As a typical quantitative method, a chemical sensor using an enzyme such as GOD (glucose oxidase) method is known. In the above method, an enzyme membrane having GOD fixed thereon is provided on an electrode coated with a selectively permeable membrane. The following reactions occur when in contact with urine:
C6H12O6 → C6H10O6 + H2O2 (1)
H2O2 → H2O + 1 / 2O2 + e -... (2)
C6H12O6 is glucose and C6H10O6 is gluconic acid. However, since the amount of oxygen in urine is limited, the reaction (1) is saturated at a predetermined concentration. For this reason, it is necessary to limit urine dilution and sensor contact time.

  FIG. 6 shows a schematic diagram of a urine sugar measuring apparatus according to the conventional invention. In the figure, a housing 47 holds a chemical sensor 45 and is connected to a conduit 46. The conduit 46 allows the collected urine to pass through and contact the chemical sensor 45. The control means 41 measures the concentration of urine sugar from the electrical signals of the reference conductor 42, the action conductor 43 and the counter electrode wiring 44. The chemical sensor 45 is based on the GOD method described above. At the time of measurement, urine is passed through the conduit 46 for a predetermined time, comes into contact with the chemical sensor 45, is calculated by the control means 43 and measures the urine and urine sugar concentration, and then passed through the conduit 46 and discharged.

  FIG. 7 shows the effect of widening the measurement range by setting the contact time of the chemical sensor 45 based on Patent Document 1 to 2 seconds. In the figure, the horizontal axis indicates the glucose concentration, and the vertical axis indicates the output (current) of the sensor. The correlation curve 7 shows the correlation between the glucose concentration and the sensor output when the urine is sufficiently contacted as usual, and the correlation curve 8 shows the correlation between the glucose concentration and the sensor output when the urine is contacted for only 2 seconds. The correlation curve 52 is in an equilibrium state in the vicinity of about 150 mg / dl, and measurement at a concentration higher than that becomes difficult. On the other hand, the correlation curve 53 shows a good concentration dependency up to about 800 mg / dl. That is, the measurement range can be expanded by limiting the contact time.
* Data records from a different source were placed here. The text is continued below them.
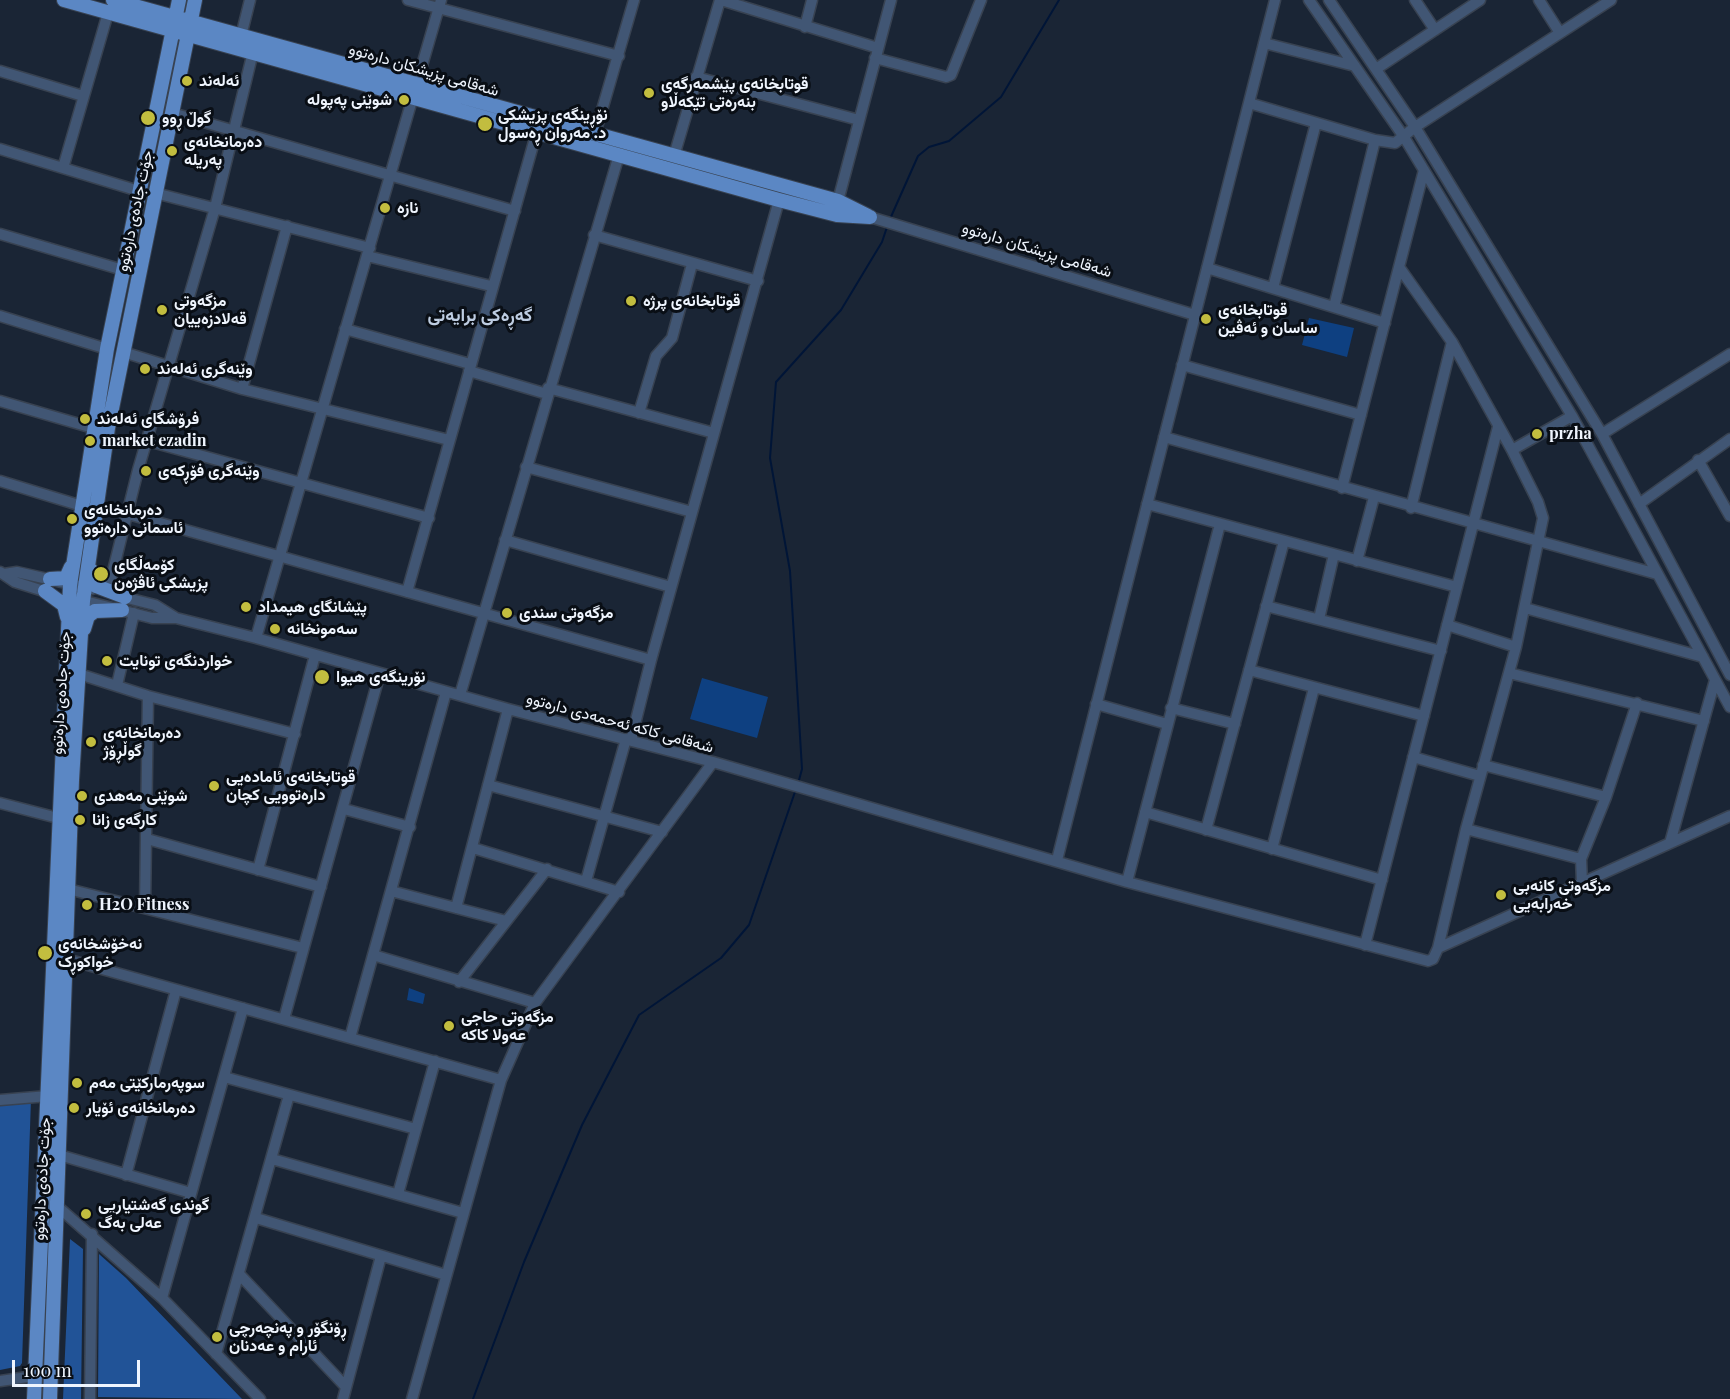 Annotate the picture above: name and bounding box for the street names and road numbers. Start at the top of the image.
street label: شەقامی پزیشکان دارەتوو [347,39,501,101]
street label: جۆت جادەی دارەتوو [113,149,157,273]
street label: شەقامی پزیشکان دارەتوو [960,218,1114,282]
street label: جۆت جادەی دارەتوو [47,631,75,755]
street label: شەقامی کاکە ئەحمەدی دارەتوو [524,689,716,757]
street label: جۆت جادەی دارەتوو [29,1117,55,1241]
  On the other hand, the concentration of urine sugar can also be measured optically. In the optical method using optical rotation, it is possible to measure without touching the sample directly, and dirt does not adhere to the sensor part, so there is no need for parts replacement or consumables, Measurement is possible over a long period.

The principle of the method for obtaining the concentration of the optically rotatory substance in the sample from the optical rotation is based on Equation 1.
θ = 1/100 × [α] _λ ^T × c × L (Formula 1)
Here, θ is the optical rotation, and generally the right optical rotation direction is + and the left optical rotation direction is −. [α] _λ ^T is the specific rotation of the optical rotatory material when the wavelength of the light beam is λ and the temperature is T, and is a coefficient specific to the material. C is the concentration of the optical rotatory substance in the sample, and L is the optical path length of the sample. In Equation 1, as described above, the specific rotation [α] _λ ^T is a known coefficient before the concentration measurement, and the optical path length L of the sample is also a known value. By measuring the optical rotation angle θ, the concentration c of the optical rotatory substance in the sample can be obtained.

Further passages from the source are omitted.